- **Work order**
The expected output is a copy of every line in the records with the string "hidden".

- **Records**
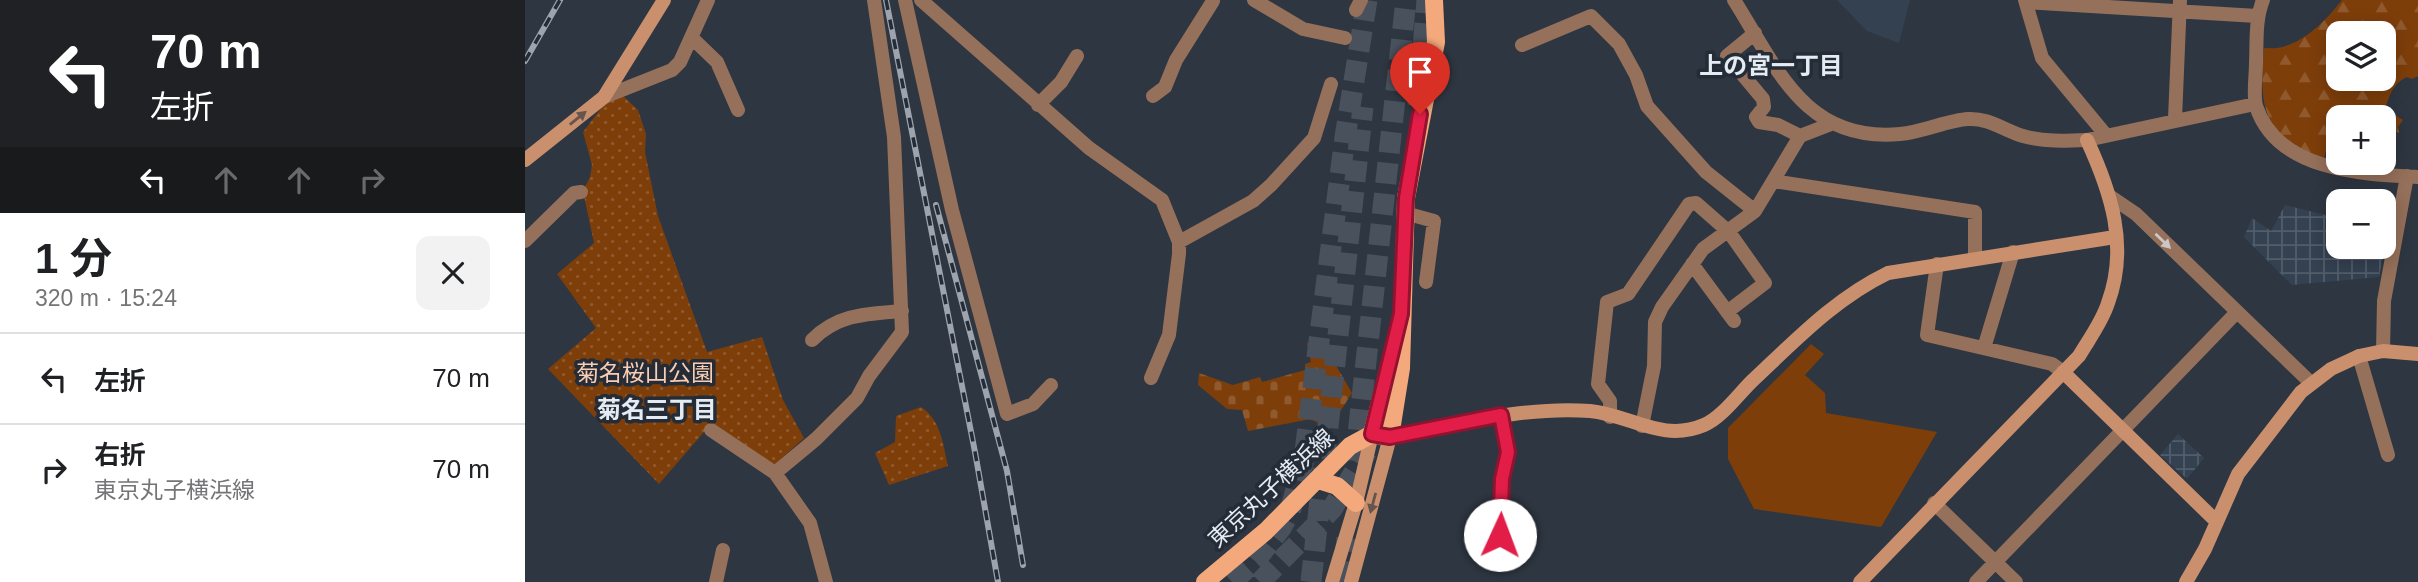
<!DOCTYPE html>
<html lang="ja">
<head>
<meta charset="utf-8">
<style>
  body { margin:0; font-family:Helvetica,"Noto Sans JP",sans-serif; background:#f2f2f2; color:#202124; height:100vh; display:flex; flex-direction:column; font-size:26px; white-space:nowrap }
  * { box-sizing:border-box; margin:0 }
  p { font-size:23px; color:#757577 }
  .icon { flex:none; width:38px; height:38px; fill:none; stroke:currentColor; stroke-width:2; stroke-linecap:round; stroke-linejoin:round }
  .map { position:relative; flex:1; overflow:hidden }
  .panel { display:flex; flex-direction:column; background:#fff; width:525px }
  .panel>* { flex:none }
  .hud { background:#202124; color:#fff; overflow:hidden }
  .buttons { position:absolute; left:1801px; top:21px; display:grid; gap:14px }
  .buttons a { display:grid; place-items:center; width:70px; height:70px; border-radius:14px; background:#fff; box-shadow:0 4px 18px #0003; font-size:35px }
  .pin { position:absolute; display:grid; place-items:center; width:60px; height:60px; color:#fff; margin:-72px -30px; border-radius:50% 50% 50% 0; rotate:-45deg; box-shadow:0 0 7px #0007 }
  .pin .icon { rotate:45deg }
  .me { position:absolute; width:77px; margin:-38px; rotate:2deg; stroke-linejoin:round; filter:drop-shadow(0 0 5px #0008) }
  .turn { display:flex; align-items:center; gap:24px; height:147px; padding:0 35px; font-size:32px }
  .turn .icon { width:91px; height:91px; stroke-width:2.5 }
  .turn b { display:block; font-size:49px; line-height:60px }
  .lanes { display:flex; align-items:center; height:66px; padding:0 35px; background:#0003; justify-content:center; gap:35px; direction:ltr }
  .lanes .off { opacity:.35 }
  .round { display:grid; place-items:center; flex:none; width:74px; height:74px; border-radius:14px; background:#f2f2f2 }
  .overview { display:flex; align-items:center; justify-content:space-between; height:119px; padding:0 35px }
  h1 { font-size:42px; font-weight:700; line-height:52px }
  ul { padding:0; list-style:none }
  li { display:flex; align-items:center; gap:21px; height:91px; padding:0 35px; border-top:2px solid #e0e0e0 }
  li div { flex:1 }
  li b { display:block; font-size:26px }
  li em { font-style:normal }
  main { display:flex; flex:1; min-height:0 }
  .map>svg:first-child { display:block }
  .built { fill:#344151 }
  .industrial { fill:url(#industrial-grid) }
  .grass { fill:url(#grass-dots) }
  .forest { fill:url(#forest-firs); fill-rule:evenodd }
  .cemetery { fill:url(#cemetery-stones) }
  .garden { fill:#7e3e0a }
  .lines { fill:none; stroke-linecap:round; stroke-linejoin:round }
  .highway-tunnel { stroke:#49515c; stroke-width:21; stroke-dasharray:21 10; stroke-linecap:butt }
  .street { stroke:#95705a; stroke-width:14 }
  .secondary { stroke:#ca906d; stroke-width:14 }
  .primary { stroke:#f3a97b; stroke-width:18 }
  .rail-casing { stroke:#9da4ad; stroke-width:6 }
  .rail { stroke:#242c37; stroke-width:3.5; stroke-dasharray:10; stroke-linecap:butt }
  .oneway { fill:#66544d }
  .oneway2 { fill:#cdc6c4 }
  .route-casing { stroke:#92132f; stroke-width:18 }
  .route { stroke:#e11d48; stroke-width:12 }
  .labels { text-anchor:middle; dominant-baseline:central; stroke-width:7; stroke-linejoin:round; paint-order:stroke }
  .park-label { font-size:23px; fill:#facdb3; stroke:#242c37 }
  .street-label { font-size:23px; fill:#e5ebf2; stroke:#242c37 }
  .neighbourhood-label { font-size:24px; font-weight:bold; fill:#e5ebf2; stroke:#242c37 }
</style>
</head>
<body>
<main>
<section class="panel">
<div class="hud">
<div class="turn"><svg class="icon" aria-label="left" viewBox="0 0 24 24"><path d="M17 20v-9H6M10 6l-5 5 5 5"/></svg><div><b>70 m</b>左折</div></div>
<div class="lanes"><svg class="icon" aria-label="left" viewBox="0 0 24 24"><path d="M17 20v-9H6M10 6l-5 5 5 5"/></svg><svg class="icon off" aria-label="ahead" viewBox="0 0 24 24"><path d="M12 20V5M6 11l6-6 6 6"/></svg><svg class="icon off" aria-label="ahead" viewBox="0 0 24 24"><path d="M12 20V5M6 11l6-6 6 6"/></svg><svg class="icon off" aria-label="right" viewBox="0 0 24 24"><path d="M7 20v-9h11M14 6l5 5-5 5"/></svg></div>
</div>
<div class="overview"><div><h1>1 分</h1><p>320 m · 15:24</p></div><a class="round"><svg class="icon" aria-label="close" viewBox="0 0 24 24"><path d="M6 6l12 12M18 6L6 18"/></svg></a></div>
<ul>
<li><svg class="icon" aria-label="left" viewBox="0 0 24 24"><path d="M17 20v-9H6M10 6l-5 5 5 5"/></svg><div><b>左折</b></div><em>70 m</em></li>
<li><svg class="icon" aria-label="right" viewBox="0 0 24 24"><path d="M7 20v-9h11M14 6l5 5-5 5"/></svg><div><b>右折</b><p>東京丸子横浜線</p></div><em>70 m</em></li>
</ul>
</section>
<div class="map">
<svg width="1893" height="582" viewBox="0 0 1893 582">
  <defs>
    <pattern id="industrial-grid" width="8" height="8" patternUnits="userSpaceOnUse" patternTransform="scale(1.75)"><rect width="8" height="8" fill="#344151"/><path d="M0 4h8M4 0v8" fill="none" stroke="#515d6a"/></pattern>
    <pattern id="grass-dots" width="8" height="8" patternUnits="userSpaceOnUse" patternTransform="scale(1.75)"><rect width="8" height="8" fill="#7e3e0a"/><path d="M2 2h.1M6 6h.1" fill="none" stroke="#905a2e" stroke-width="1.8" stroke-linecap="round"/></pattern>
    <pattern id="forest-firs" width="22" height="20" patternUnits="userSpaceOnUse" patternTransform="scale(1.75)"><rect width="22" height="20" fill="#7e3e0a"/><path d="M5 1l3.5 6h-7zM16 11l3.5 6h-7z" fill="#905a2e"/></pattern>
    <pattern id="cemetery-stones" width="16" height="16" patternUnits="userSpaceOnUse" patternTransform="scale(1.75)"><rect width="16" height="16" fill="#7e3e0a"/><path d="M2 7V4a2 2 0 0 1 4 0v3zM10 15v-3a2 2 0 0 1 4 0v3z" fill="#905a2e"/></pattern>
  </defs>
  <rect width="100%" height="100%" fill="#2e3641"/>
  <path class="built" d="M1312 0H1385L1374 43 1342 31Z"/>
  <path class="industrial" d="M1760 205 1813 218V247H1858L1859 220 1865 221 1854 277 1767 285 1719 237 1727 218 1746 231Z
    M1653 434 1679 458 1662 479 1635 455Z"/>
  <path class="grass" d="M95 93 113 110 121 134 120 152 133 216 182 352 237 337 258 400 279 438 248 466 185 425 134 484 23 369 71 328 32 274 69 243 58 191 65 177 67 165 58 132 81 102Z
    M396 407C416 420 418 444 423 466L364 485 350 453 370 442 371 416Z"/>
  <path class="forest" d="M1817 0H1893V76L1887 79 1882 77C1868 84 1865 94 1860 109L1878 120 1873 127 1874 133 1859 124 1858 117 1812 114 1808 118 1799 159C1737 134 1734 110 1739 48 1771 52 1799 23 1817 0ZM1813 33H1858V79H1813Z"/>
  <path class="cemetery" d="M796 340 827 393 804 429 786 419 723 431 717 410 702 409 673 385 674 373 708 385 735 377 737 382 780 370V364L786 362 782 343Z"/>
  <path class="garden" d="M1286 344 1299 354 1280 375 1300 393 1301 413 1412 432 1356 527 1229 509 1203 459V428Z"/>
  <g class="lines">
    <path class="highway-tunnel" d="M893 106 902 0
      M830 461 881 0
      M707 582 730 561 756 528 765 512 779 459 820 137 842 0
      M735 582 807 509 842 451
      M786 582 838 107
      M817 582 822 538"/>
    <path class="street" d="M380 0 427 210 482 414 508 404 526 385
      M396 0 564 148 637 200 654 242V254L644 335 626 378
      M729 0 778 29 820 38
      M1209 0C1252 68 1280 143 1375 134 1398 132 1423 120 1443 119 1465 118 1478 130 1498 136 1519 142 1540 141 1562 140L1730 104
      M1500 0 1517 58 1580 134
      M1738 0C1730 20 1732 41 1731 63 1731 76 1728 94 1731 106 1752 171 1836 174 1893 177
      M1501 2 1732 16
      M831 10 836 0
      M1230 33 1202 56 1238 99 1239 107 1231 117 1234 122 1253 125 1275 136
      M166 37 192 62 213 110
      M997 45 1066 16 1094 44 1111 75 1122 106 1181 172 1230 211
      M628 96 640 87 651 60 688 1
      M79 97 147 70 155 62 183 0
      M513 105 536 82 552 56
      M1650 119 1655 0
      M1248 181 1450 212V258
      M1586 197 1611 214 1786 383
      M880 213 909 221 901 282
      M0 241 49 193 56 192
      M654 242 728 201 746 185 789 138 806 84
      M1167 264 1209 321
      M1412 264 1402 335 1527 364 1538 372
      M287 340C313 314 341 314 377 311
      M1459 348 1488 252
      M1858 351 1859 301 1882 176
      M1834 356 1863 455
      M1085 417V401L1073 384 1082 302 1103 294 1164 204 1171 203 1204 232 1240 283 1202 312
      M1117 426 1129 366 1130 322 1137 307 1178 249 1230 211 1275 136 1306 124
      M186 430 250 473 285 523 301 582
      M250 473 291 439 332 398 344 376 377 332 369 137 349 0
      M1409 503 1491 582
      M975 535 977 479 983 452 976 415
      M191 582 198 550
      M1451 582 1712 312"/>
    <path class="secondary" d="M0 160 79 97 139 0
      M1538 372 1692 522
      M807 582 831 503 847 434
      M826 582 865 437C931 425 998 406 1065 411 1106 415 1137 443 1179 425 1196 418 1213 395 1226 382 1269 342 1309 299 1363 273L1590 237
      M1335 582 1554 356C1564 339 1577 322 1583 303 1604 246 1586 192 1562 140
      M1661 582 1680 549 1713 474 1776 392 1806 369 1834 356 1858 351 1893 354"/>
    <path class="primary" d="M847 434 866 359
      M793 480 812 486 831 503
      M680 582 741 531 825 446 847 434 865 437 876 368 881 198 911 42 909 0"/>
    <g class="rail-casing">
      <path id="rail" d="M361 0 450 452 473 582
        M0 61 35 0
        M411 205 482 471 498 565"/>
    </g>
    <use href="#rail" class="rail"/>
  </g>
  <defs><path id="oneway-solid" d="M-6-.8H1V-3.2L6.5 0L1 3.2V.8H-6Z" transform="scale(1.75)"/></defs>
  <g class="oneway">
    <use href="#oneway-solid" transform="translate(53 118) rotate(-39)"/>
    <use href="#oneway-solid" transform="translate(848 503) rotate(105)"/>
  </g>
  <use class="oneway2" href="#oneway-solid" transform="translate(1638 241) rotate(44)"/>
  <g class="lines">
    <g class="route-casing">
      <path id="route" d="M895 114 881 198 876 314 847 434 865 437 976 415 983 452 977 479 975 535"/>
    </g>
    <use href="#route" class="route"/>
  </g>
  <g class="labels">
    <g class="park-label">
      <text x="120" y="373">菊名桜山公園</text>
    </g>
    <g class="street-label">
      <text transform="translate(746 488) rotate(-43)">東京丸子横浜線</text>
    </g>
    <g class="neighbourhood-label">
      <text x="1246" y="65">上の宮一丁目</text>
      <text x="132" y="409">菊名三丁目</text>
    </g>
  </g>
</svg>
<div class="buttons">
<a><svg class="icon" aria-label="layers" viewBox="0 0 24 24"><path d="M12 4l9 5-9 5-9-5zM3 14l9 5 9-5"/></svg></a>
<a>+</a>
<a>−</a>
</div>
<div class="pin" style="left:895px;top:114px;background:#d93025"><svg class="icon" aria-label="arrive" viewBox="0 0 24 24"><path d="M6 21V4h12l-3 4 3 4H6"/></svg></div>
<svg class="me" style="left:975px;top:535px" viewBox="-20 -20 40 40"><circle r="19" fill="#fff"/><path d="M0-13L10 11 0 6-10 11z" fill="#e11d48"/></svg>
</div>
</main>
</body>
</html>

- **Exercise result**
  .map { position:relative; flex:1; overflow:hidden }
  .hud { background:#202124; color:#fff; overflow:hidden }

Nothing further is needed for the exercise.